[Saved entries]
^^^^^^^^^^^^^^^^
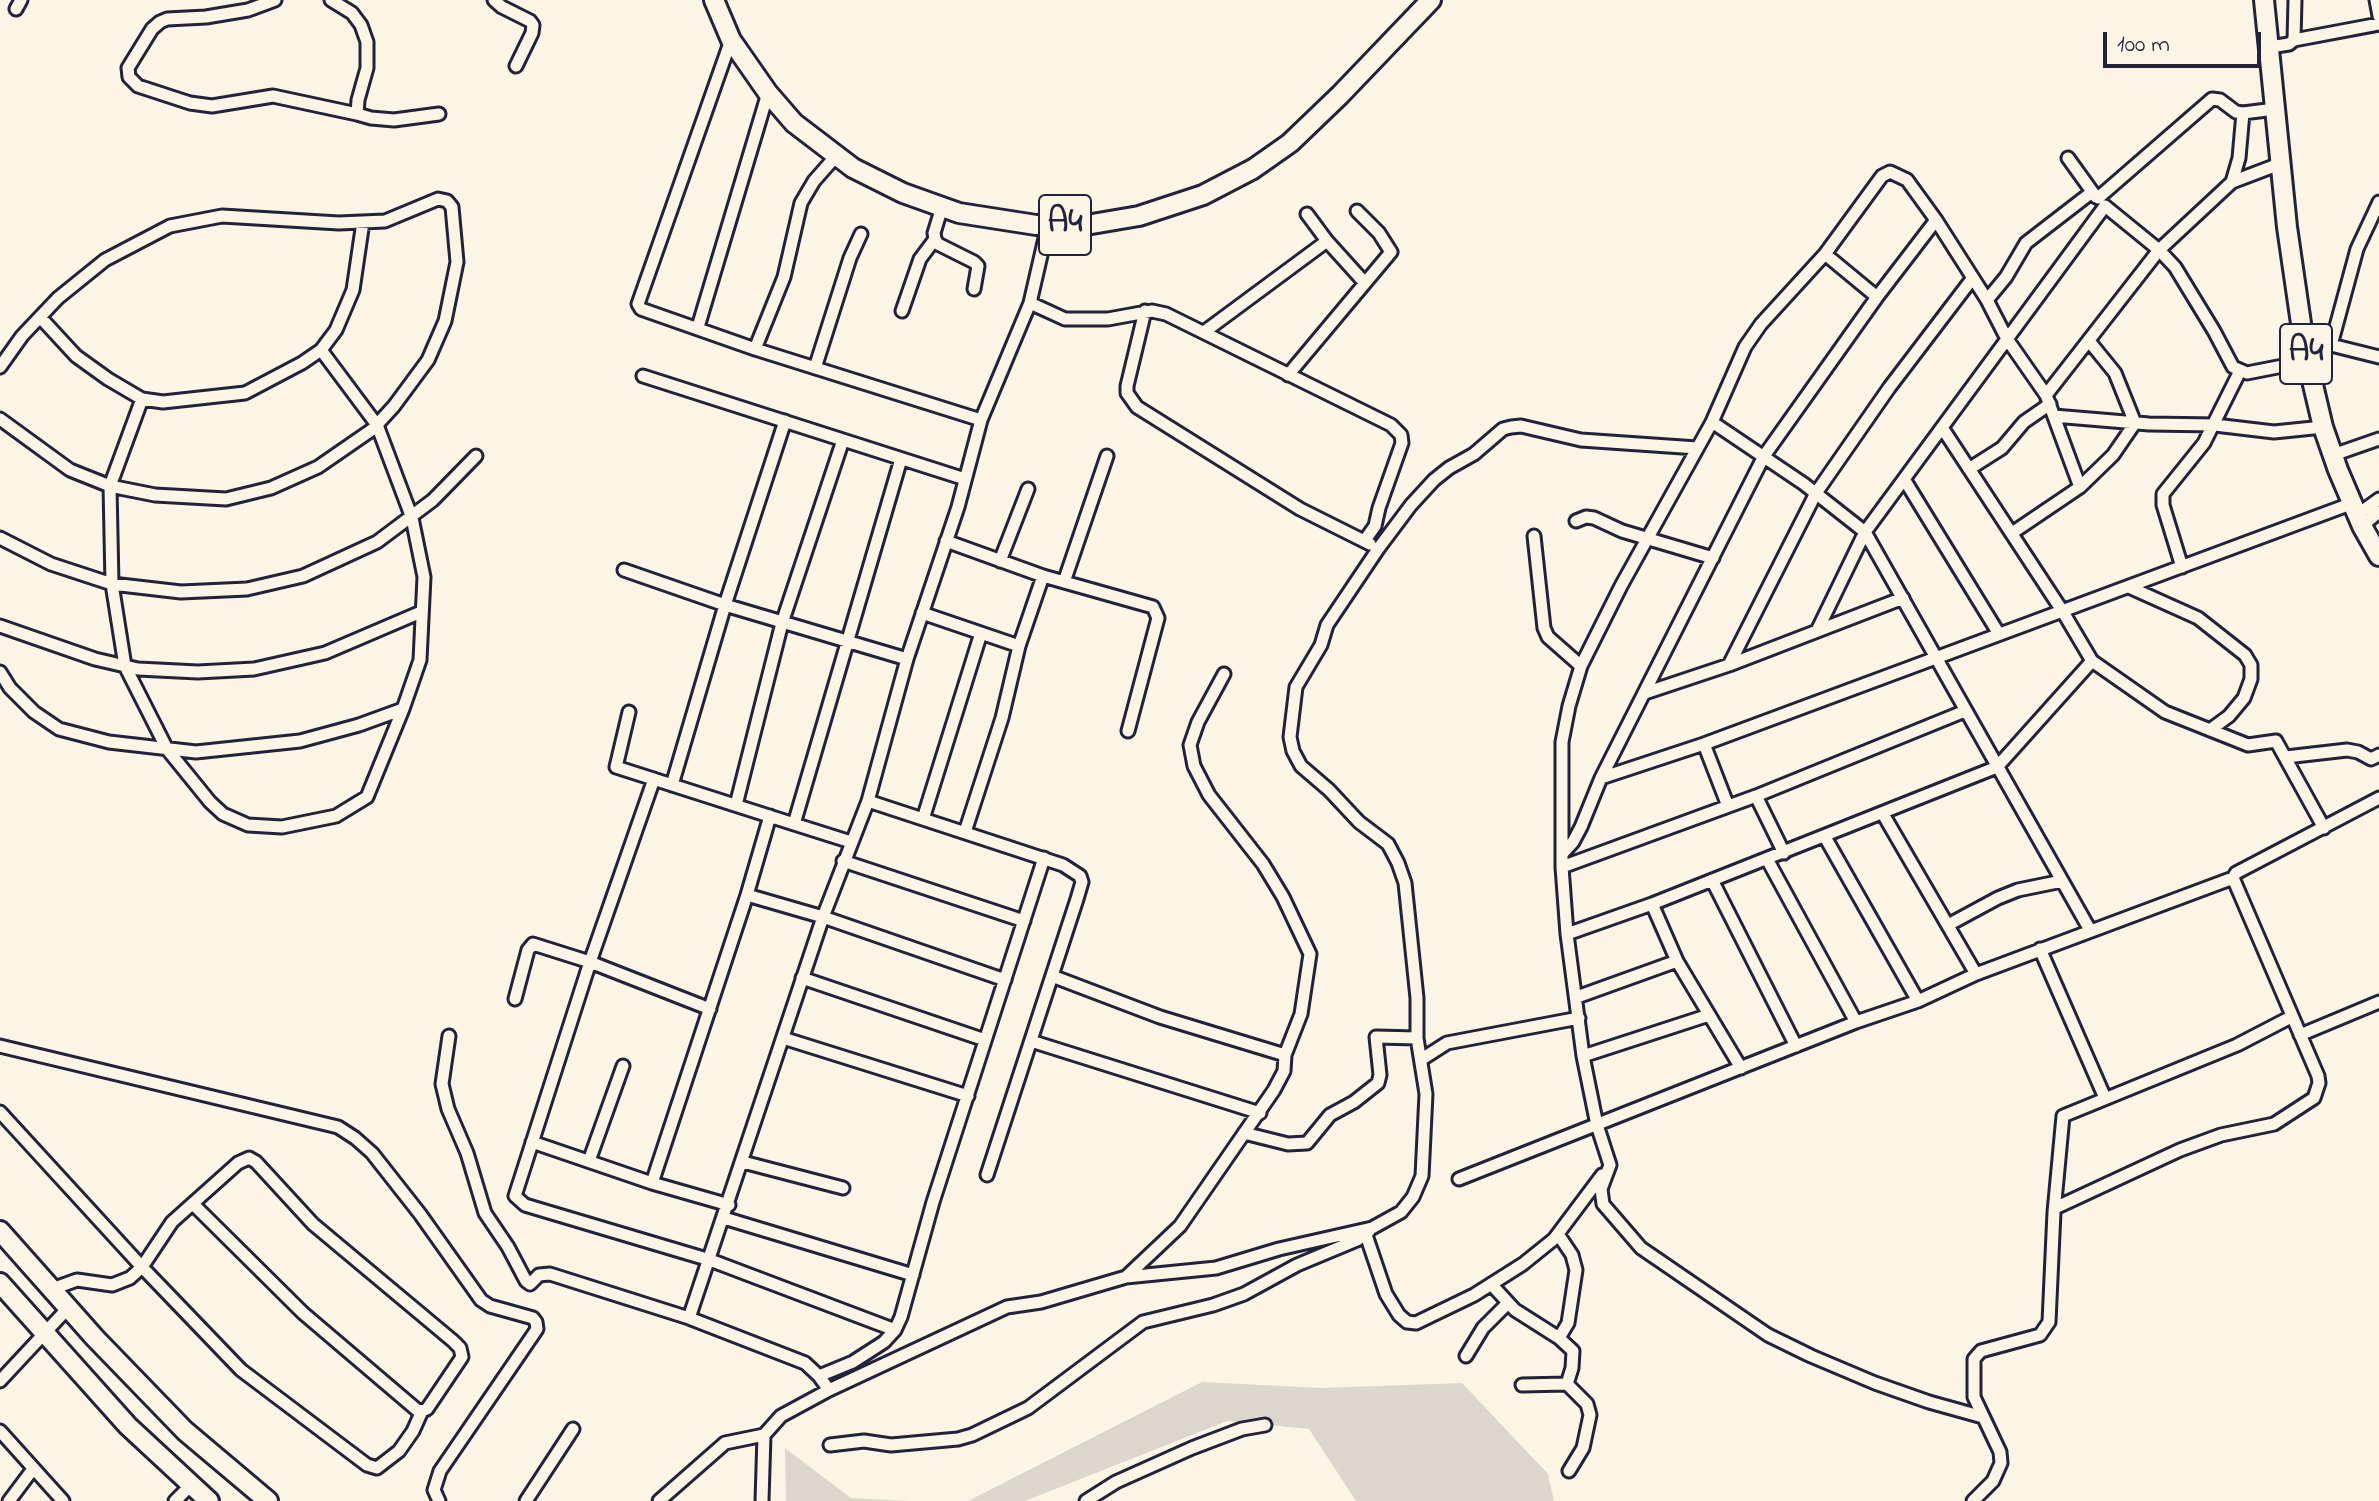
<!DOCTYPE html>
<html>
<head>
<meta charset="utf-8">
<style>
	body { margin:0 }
	#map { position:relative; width:2379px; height:1501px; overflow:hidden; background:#fcf5e5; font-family:"Indie Flower",sans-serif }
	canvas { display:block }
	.scale { position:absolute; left:2103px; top:32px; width:158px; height:36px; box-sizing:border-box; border:4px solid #22223b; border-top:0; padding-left:10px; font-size:24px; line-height:28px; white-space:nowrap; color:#22223b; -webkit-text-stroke:6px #fcf5e5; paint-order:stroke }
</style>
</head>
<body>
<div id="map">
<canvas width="2379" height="1501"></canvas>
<div class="scale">100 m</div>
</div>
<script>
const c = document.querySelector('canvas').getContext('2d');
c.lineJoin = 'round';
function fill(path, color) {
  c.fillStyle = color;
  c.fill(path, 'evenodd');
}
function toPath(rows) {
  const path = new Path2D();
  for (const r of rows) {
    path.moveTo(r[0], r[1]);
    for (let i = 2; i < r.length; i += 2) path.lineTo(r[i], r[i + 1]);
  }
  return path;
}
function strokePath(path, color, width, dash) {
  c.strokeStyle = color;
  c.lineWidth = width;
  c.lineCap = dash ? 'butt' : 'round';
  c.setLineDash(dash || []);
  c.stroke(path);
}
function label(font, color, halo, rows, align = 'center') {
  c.font = font + ' "Indie Flower",sans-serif';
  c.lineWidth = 7;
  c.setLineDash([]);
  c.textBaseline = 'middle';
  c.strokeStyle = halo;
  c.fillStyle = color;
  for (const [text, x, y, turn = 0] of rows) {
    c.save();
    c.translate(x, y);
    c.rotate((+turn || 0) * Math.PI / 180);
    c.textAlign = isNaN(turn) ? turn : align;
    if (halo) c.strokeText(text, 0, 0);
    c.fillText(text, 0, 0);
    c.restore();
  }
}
fill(toPath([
	[1202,1382,1322,1388,1462,1383,1548,1474,1554,1501,1356,1501,1309,1429,1227,1421,1025,1501,968,1501],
	[785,1448,851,1498,909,1501,786,1501]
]), '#dcd6cc');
const street = toPath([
	[275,0,248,10,206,17,167,19,160,22,152,29,128,68,129,77,138,86,190,103,212,106,273,96,357,114],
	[331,0,352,13,361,25,367,42,367,68,358,100,357,114,371,118,394,120,439,114],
	[494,0,502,7,530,21,533,25,532,33,516,66],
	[2376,0,2379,16],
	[16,9,21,0],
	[731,40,638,304,641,309,755,349,981,420],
	[2294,40,2295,0],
	[2270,47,2289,44,2294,40,2379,24],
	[2068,158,2096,197],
	[2232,182,2239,158,2243,113],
	[2098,198,2212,99,2220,100,2236,112,2243,113,2275,109],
	[942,207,934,233,935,239,938,244,974,262,978,266,974,289],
	[1307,214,1327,241,1364,282],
	[1825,254,1877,297],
	[1987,300,2006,277,2026,243,2092,192],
	[1030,303,1065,319,1108,319,1152,311,1166,314,1391,425,1401,435,1402,443,1379,508,1375,526,1365,540],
	[902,311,920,259,935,239],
	[1145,311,1127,386,1127,393,1137,407,1300,509,1370,544],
	[40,317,76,356,108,379,142,399,163,402,245,393,302,363,321,350,336,330,353,290,363,222],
	[698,327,768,93],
	[1204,332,1327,241],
	[2331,345,2379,357],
	[755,349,784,277,801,203,814,181,836,156],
	[2305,351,2331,345,2357,249,2379,202],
	[0,367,22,336,58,298,105,260,170,226,222,216,339,223,385,221,438,199,447,201,452,207,457,262,445,321,428,360,394,406,373,429,318,467,271,488,226,499,155,495,110,486,70,470,0,419],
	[815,368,850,258,861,234],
	[1288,375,1391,252,1379,233,1357,211],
	[643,376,965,479],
	[142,399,110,486,112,584,125,666,167,749,210,802,223,814,248,825,282,827,336,816,367,797,403,709,420,660,424,577,412,518,377,425,321,350],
	[2054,416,2149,424,2215,425,2274,432,2323,427],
	[1712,422,1804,484,1865,532,2090,930],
	[1943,429,2063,612,2092,661,2165,712,2248,745,2276,741,2324,828],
	[2333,455,2379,439],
	[1969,469,2002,448,2024,422,2050,404],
	[1904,479,1999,634],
	[2080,487,2113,455,2135,423,2115,373,2089,341],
	[2357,515,2379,499],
	[1576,521,1586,517,1594,518,1622,531,1713,558],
	[2362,526,2379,512],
	[2012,533,2080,487,2046,395],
	[1534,536,1544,628,1548,637,1581,666],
	[0,538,51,564,112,584,181,592,247,589,303,576,377,542,433,500,476,456],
	[946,541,1043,576,1153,607,1158,618,1128,731],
	[1000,561,1028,489],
	[2182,567,2163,505,2163,494,2204,443,2240,371],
	[624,570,725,605,907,659],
	[1064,582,1107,456],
	[2129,587,2198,618,2245,655,2251,665,2251,679,2244,698,2229,716,2210,730],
	[922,613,1019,646],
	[0,626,95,659,138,669,198,672,254,669,325,653,421,612],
	[1817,631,1865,532,2105,206,2159,250,2175,267,2214,331,2233,367,2247,373,2308,361],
	[1729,665,1816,493,1889,388,1972,279],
	[0,672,10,688,34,712,59,729,109,742,196,752,300,741,359,725,403,709],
	[1645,693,1729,665,1903,598],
	[629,712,616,767,794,824],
	[1704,744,1728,806],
	[2286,757,2347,750,2358,752,2371,759,2379,755],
	[1601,778,1704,744,2353,503],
	[654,779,590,962,515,1196,525,1205,710,1260,895,1330],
	[672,785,725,605,785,421],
	[1756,796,1784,853],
	[868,801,1063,865,1080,876,1082,882,1077,899,987,1175],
	[736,805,782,623,843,440],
	[1883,814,1976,974],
	[923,819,981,633],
	[965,832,1002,718,1019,646,1043,576],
	[1825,837,1918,1001],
	[851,842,794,824,901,459],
	[1562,854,1573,842,1581,827,1601,778,1764,456,1877,297,1936,220],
	[1767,859,1856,1022],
	[843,861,1024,921],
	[1562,867,1756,796,1965,711],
	[1712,880,1796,1046],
	[747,895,823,917,1005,980],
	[1652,904,1677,961,1741,1068],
	[1948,925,1998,898,2018,890,2062,881],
	[1567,934,1652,904,1997,767,2092,661],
	[2040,949,2105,1098],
	[1052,976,1160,1017,1285,1055],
	[802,978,985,1040],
	[1577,997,1677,961],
	[515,999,528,950,533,944,590,962,710,1009],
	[2300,1035,2379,1002],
	[449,1036,442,1084,448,1109,467,1153,485,1213,508,1247,526,1281,530,1284,539,1275,550,1274,689,1318],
	[783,1038,968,1096],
	[1031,1041,1260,1113],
	[0,1046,338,1127,355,1138,372,1153,420,1214,481,1300,490,1306,533,1318,536,1322,537,1329,440,1471,434,1490,439,1501],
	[1583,1056,1709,1015],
	[1422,1059,1447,1043,1579,1018],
	[0,1112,142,1267,241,1370,367,1465,377,1468,399,1451,413,1431,422,1411,427,1409,462,1357,460,1348,453,1341,313,1224,256,1162,249,1158,238,1163,172,1222,142,1267,130,1278,112,1285,77,1280,52,1289],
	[1244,1133,1288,1144,1307,1143,1330,1115,1354,1102,1378,1083,1380,1075,1376,1037,1417,1038],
	[532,1142,652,1183],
	[589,1161,623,1066],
	[743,1162,843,1188],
	[1459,1179,1856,1022,1918,1001,1976,974,2233,878,2236,873,2379,798],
	[194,1205,303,1313,417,1410,422,1411],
	[729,1205,652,1183,747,895,770,816],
	[2055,1208,2180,1150,2221,1135,2274,1124,2314,1098,2319,1083,2318,1076,2233,878],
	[724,1218,913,1275],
	[1558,1234,1572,1255,1576,1270,1568,1323,1559,1338],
	[1366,1235,1386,1294,1399,1315,1407,1322,1416,1323,1474,1295,1523,1264,1554,1239,1602,1175],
	[1126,1277,1216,1268,1279,1249,1372,1228,1401,1212,1413,1197,1422,1176,1426,1094,1417,1038,1417,998,1405,883,1398,863,1388,844,1359,822,1329,790,1301,766,1293,751,1290,737,1296,687,1321,645,1327,625,1378,549,1411,505,1434,480,1449,468,1474,454,1503,429,1511,427,1521,426,1581,440,1697,448],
	[1491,1284,1515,1310,1559,1338,1573,1351,1572,1368,1567,1384,1587,1404,1590,1415,1583,1448,1569,1471],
	[1466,1356,1483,1328,1508,1303],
	[819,1376,853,1362,884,1342,895,1330,901,1317,933,1202,1044,858],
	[0,1381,68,1308],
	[1522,1385,1567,1384],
	[829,1390,819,1376,805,1363,689,1318,823,917,868,801,907,659,958,507,981,420,1030,303,1048,225],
	[1983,1417,1929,1402,1875,1383,1811,1356,1768,1335,1641,1248,1603,1204,1601,1189,1610,1165,1597,1125,1583,1056,1567,934,1562,867,1562,742,1569,706,1581,666,1621,586,1712,422,1745,347,1761,324,1825,254,1882,176,1890,172,1907,180,1936,220,1987,300,2007,339,2046,395,2159,250,2232,182,2282,163],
	[0,1431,63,1501],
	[830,1445,864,1441,891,1445,958,1439,972,1435,1028,1408,1143,1322,1213,1305,1244,1294,1297,1265,1357,1240,1369,1231],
	[9,1501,33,1469],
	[175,1501,191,1485],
	[526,1501,573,1429],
	[659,1501,725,1443,764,1435],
	[762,1501,764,1435,781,1416,829,1390,1007,1307,1041,1302,1126,1277,1180,1226,1274,1090,1284,1071,1285,1055,1301,1014,1310,954,1283,897,1263,864,1209,795,1194,766,1190,745,1198,722,1224,674],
	[1086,1501,1116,1482,1192,1448,1242,1429,1265,1425],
	[1973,1501,1993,1481,2001,1463,2000,1452,1974,1397,1974,1359,1981,1351,2040,1335,2049,1322,2054,1212,2063,1116,2237,1045,2291,1017]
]);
const primary = toPath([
	[714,0,731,40,768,93,794,123,853,168,903,193,959,213,1036,225,1086,225,1139,216,1203,195,1253,169,1290,143,1340,95,1431,0],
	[2264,0,2287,227,2305,351,2323,427,2338,470,2362,526,2379,556],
	[0,1231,95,1338,185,1431,268,1501],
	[0,1283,128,1426,209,1501]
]);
strokePath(street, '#22223b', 17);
strokePath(primary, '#22223b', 24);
strokePath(street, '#fcf5e5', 11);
strokePath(primary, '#fcf5e5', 18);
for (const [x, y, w] of [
	[1065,225,52],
	[2306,354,52]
]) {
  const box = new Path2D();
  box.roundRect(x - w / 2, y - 30, w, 60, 6);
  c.fillStyle = '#fcf5e5';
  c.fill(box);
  strokePath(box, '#22223b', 2);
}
label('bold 34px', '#22223b', null, [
	["A4",1065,225],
	["A4",2306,354]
]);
</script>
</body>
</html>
^^^^^^^^^^^^^^^^
YOUR OBJECTIVE: A single number, please: the count of lines above that contain the string "align".

ANSWER BOX: 2